The investment case for AI Infrastructure is clear.
Generative AI fueling explosive demand for compute and storage - The rise of generative AI and large language models (LLMs) requires unprecedented need for computational power, data storage, and a purpose-built AI infrastructure.
Rapid market growth - The global AI infrastructure market is projected to grow from around $135.8 billion in 2024 to between $394 billion and $521 billion by 2030, with annual growth rates approaching 20–30%.
Massive infrastructure spending and energy consumption - Spending on AI datacenters alone is expected to exceed $1.4 trillion by 2027. Along with data center expansion comes increased energy needs. Data centers currently consume ~415 TWh annually (1.5% of global electricity) with AI accounting for 15% of this energy consumption (62 TWh).
Institutional and government support - Major tech firms (Alphabet, Amazon, Meta, Microsoft) and institutional investors ( eg. BlackRock, KKR) are allocating hundreds of billions toward AI infrastructure projects. Governments are also providing incentives and funding to secure national competitiveness in AI.
The VettaFi AI Infrastructure Index (VFAII) tracks the performance of companies that are components of the artificial intelligence infrastructure ecosystem. To qualify for selection into the index, a constituent must be a leading player in at least one of the following six segments crucial for the continued advancement of artificial intelligence:
Big data/analytics – Companies at the forefront of extracting valuable insights from data using AI to help the user make informed decisions.

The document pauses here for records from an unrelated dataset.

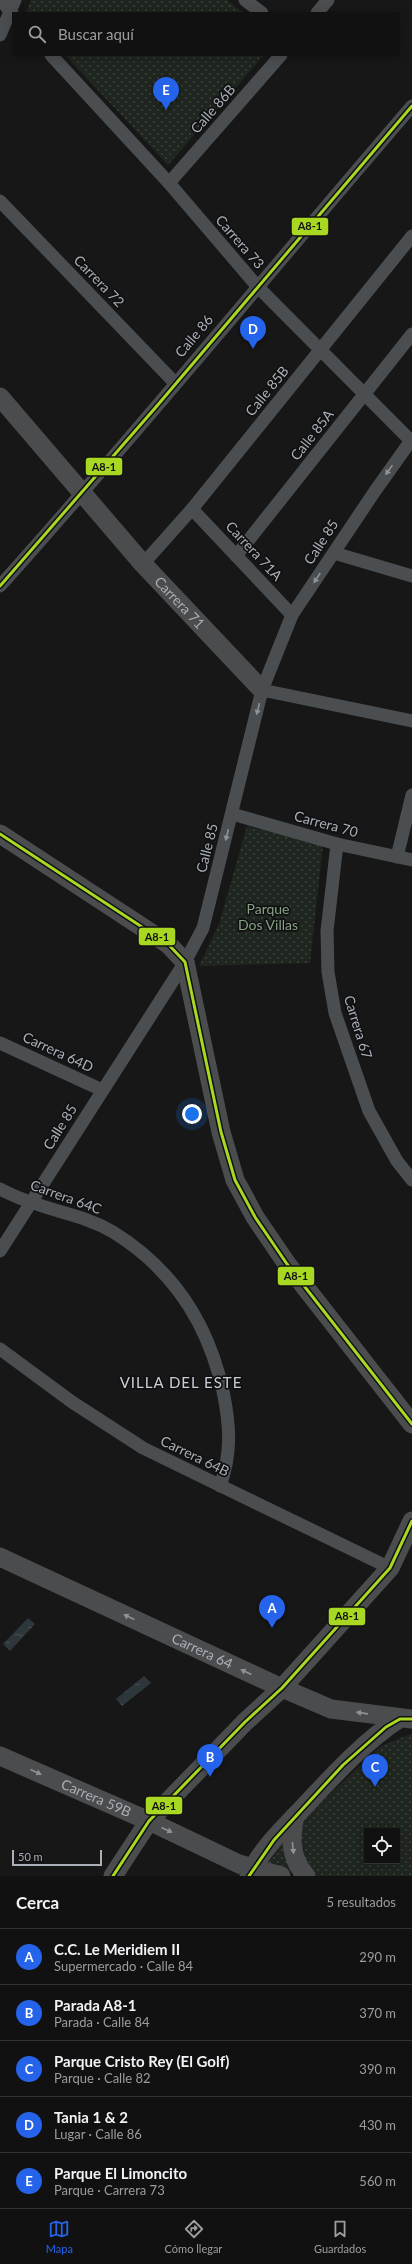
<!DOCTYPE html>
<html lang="es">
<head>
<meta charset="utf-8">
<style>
  :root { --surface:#111; --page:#1e1f1f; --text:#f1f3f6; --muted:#9c9d9f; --line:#303131; --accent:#2563eb }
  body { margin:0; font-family:Lato,sans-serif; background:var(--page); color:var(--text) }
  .controls { position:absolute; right:12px; bottom:12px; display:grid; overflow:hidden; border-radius:0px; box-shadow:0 2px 10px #0003 }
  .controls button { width:36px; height:36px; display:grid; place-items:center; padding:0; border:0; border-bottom:1px solid var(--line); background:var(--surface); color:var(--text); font:20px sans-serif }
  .scale { position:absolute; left:12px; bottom:10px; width:90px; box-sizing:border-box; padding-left:4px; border:2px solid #a9b0b7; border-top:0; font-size:11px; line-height:14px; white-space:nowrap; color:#a9b0b7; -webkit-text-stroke:3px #111113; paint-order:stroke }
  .you { position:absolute; left:192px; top:1114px; width:14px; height:14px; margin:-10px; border:3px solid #fff; border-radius:50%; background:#1a73e8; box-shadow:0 0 0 6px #1a73e833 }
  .badge { display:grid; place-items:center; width:26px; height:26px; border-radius:50%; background:var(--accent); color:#fff; font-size:13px; font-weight:700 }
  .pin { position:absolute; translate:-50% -33px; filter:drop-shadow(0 1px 2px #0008) }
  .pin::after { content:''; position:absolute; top:21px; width:14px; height:12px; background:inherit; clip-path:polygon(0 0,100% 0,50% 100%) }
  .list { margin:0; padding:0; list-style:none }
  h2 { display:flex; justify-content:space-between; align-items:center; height:52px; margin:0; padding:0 16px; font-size:17px }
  h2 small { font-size:13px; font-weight:400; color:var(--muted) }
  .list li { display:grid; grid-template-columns:26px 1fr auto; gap:12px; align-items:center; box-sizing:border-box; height:56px; padding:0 16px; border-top:1px solid var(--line) }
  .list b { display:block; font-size:15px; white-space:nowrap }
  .list p { margin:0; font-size:13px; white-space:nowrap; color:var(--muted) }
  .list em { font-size:13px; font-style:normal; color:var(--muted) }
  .icon { flex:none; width:22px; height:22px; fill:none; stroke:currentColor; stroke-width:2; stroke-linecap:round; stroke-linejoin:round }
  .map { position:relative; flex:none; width:412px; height:1876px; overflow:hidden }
  .search { position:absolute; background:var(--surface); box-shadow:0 2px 10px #0003; left:12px; right:12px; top:12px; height:44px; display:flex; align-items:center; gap:10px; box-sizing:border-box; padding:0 14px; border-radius:0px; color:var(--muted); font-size:15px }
  .sheet { height:332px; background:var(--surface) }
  nav { display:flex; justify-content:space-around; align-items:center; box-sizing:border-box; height:56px; border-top:1px solid var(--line); background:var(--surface); font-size:11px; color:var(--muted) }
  nav a { display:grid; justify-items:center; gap:2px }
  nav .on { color:var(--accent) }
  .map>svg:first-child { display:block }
  .park { fill:url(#park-dots); fill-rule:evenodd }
  .water { fill:url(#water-ripples) }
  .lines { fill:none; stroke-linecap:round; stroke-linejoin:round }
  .street { stroke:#4b4e50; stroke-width:13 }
  .secondary { stroke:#4a4c4e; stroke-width:19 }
  .bus-1-casing { stroke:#111113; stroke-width:6 }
  .bus-1 { stroke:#a8d822; stroke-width:3 }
  .oneway { fill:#8d9398 }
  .oneway2 { fill:#8c9298 }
  .labels { text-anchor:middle; stroke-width:3.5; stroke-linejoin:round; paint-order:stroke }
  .street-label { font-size:14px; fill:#a9b0b7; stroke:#111113 }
  .park-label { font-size:14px; fill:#85a181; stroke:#111113 }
  .neighbourhood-label { font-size:15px; letter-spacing:1px; fill:#caced3; stroke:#111113 }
  .line-badge { stroke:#111113; stroke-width:1.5 }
  .pale-badge-label { font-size:11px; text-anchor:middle; font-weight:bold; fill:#111 }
</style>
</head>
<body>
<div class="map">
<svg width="412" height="1876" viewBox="0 0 412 1876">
  <defs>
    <pattern id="park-dots" width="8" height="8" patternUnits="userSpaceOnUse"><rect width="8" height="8" fill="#1f251f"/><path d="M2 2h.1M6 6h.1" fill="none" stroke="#3d423d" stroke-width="1.8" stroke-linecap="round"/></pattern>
    <pattern id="water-ripples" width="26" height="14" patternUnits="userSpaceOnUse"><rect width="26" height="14" fill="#2d363a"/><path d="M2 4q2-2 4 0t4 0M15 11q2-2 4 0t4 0" fill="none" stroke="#495154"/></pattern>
  </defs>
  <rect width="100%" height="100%" fill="#171717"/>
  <!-- park -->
  <g class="park">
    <polygon points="31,0 227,0 244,13 26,13"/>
    <polygon points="65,55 264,55 168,165"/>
    <polygon points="247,826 323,844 310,963 199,966 219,924"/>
    <path d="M412,1733V1876H307L263,1864L288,1835L379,1747ZM367,1831H397V1861H367Z"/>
  </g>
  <!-- water -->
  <g class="water">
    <polygon points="28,1618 35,1624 10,1651 3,1644"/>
    <polygon points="144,1676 151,1683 122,1706 116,1699"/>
  </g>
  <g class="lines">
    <!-- street -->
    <g class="street">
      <polyline points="1,0 13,15"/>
      <polyline points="245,0 262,13"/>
      <polyline points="317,13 328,0"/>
      <polyline points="0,35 15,0"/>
      <polyline points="51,55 169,183 257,286 412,442"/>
      <polyline points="169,183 281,55"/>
      <polyline points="0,201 175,383"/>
      <polyline points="192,509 292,615"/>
      <polyline points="334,553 412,576"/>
      <polyline points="236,556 412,334"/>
      <polyline points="143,564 192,509 412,236"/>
      <path d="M0,586C141,429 274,266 412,106"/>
      <polyline points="262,690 412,721"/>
      <polyline points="232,814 337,844 412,860"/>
      <polyline points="337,844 327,931 328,972 335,1013 369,1111 397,1161 412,1180"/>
      <polyline points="397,857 412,795"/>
      <polyline points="0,1043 102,1090"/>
      <path d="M0,1189C10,1194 20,1199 31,1202C59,1213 86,1216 113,1232C173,1269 208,1323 223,1391C230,1425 232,1453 220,1486"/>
      <polyline points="0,1251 185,962 203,928 262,690 292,615 375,491 412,439"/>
      <polyline points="0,1349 72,1402 143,1448 390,1568"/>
    </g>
    <!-- secondary -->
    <g class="secondary">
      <path id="s1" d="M0,397L143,564L262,690"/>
      <polyline points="0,834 168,944 185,962 221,1132 235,1180 255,1217 287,1264 412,1424"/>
      <path id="s2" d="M0,1557L282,1688L331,1709L412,1719"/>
      <path id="s3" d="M0,1756L149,1821L239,1864L281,1876"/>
      <path d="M295,1816C290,1838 290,1858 306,1876"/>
      <polyline points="113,1876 149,1821 245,1722 282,1688 390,1568 412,1521"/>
      <path d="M249,1876C260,1851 281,1831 300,1811C331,1778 362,1743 400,1718"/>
    </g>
    <defs>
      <g id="bus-1">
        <polyline points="0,586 156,407 412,106"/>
        <polyline points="0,834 168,944 185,962 221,1132 235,1180 255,1217 287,1264 412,1424"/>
        <polyline points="113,1876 149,1821 245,1722 282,1688 390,1568 412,1521"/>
        <polyline points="249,1876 274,1840 343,1765 386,1727 400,1719 412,1719"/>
      </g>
    </defs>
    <!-- bus-1 casing -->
    <use href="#bus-1" class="bus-1-casing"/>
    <!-- bus-1 -->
    <use href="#bus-1" class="bus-1"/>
  </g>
  <!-- one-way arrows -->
  <defs><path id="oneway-solid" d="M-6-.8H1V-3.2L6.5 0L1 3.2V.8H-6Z"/></defs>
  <g class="oneway">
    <use href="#oneway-solid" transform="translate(389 470) rotate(126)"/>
    <use href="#oneway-solid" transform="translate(317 578) rotate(123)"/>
    <use href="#oneway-solid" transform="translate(258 709) rotate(104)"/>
    <use href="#oneway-solid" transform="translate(227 835) rotate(104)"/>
  </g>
  <g class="oneway2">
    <use href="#oneway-solid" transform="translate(129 1617) rotate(-155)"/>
    <use href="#oneway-solid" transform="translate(246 1672) rotate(-155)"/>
    <use href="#oneway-solid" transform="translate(362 1713) rotate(-172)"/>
    <use href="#oneway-solid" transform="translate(36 1772) rotate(24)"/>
    <use href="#oneway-solid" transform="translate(167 1830) rotate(25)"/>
    <use href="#oneway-solid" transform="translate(293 1848) rotate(84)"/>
  </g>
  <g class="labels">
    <!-- street labels -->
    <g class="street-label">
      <text transform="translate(213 109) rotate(-49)" y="5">Calle 86B</text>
      <text transform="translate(240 242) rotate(49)" y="5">Carrera 73</text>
      <text transform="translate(99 281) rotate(46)" y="5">Carrera 72</text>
      <text transform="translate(194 336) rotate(-50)" y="5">Calle 86</text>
      <text transform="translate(267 391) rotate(-51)" y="5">Calle 85B</text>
      <text transform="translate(312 435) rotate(-52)" y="5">Calle 85A</text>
      <text transform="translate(321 542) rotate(-57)" y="5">Calle 85</text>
      <text transform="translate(254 551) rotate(47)" y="5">Carrera 71A</text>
      <text dy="5" stroke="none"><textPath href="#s1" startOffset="273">Carrera 71</textPath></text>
      <text transform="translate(326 824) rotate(15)" y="5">Carrera 70</text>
      <text transform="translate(207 848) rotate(-76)" y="5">Calle 85</text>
      <text transform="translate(358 1027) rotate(73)" y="5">Carrera 67</text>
      <text transform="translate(58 1052) rotate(25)" y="5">Carrera 64D</text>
      <text transform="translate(60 1127) rotate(-58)" y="5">Calle 85</text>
      <text transform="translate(66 1197) rotate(20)" y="5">Carrera 64C</text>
      <text transform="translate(195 1456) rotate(26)" y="5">Carrera 64B</text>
      <text dy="5" stroke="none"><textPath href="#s2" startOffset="223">Carrera 64</textPath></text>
      <text dy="5" stroke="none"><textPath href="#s3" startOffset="105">Carrera 59B</textPath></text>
    </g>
    <!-- park labels -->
    <g class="park-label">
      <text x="268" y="914">Parque<tspan x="268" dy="16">Dos Villas</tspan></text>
    </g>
    <!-- neighbourhood labels -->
    <g class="neighbourhood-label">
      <text x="181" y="1388">VILLA DEL ESTE</text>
    </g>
  </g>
  <g class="line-badge">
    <rect x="291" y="217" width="38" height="19" rx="4" fill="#a8d822"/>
    <rect x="85" y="457" width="38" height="19" rx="4" fill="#a8d822"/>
    <rect x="138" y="927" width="38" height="19" rx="4" fill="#a8d822"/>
    <rect x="277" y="1266" width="38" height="20" rx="4" fill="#a8d822"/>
    <rect x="328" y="1607" width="38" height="19" rx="4" fill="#a8d822"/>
    <rect x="145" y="1796" width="38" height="19" rx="4" fill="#a8d822"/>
  </g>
  <g class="pale-badge-label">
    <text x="310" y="230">A8-1</text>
    <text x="104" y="471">A8-1</text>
    <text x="157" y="941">A8-1</text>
    <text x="296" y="1280">A8-1</text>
    <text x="347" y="1620">A8-1</text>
    <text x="164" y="1810">A8-1</text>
  </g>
</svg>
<div class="controls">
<button><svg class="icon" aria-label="locate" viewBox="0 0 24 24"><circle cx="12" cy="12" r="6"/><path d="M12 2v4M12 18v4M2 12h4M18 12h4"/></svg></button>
</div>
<div class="scale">50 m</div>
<div class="you"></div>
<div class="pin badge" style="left:272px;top:1628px">A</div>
<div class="pin badge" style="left:210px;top:1777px">B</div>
<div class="pin badge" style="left:375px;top:1787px">C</div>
<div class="pin badge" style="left:253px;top:349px">D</div>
<div class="pin badge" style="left:166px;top:110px">E</div>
<div class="search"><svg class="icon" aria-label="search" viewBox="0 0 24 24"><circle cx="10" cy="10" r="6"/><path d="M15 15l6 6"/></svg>Buscar aquí</div>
</div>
<section class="sheet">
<h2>Cerca<small>5 resultados</small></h2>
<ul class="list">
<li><span class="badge">A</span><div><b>C.C. Le Meridiem II</b><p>Supermercado · Calle 84</p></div><em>290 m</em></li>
<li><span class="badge">B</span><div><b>Parada A8-1</b><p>Parada · Calle 84</p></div><em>370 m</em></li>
<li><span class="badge">C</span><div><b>Parque Cristo Rey (El Golf)</b><p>Parque · Calle 82</p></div><em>390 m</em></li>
<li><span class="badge">D</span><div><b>Tania 1 &amp; 2</b><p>Lugar · Calle 86</p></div><em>430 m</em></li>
<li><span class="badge">E</span><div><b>Parque El Limoncito</b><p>Parque · Carrera 73</p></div><em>560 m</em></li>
</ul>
</section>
<nav>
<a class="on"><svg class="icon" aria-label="map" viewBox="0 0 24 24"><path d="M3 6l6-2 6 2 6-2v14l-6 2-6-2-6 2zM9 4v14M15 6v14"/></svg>Mapa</a>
<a><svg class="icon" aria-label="directions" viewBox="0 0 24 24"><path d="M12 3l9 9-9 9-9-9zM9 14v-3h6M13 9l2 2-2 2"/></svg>Cómo llegar</a>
<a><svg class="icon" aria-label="saved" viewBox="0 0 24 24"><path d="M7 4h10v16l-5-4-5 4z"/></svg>Guardados</a>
</nav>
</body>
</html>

Cloud providers – Companies providing access to AI processes and tools over the internet in addition to flexible and scalable data storage, platform, and application services.
Data centers and connectivity – Companies involved in managing physical facilities or providing the necessary components for IT infrastructure and data storage for AI compute needs.
Energy powering AI – Companies offering specific solutions to support the increased energy usage needed to power data centers and cloud providers utilizing AI.
Network & security – Companies safeguarding computer networks through AI-driven behavioral analytics to improve threat detection and limit vulnerabilities.
Semiconductor and computing systems – Companies designing, fabricating, or developing semiconductor chips or quantum computing systems and cognitive computing systems for AI applications.
Segment determination is based on VettaFi’s proprietary in-house research, supported by a team of industry experts (VettaFi Research Team) that maintain a unique and broad database of companies and classifications across the globe that have operations associated with the listed segments. The VettaFi Research Team examines each company’s position within their segment taking into account revenue purity and leadership. To be eligible for classification, a company’s technology, services, and/or business model must fit into one of the identified subsectors advancing artificial intelligence and its supporting infrastructure.
Constituents are float-market cap-weighted. Segment weights are capped at 20% while individual constituent weights are capped at 5% with a minimum weight of 0.50% assigned to constituents. Excess weights are distributed proportionately.
The Index is reconstituted and rebalanced on a quarterly basis in March, June, September, and December.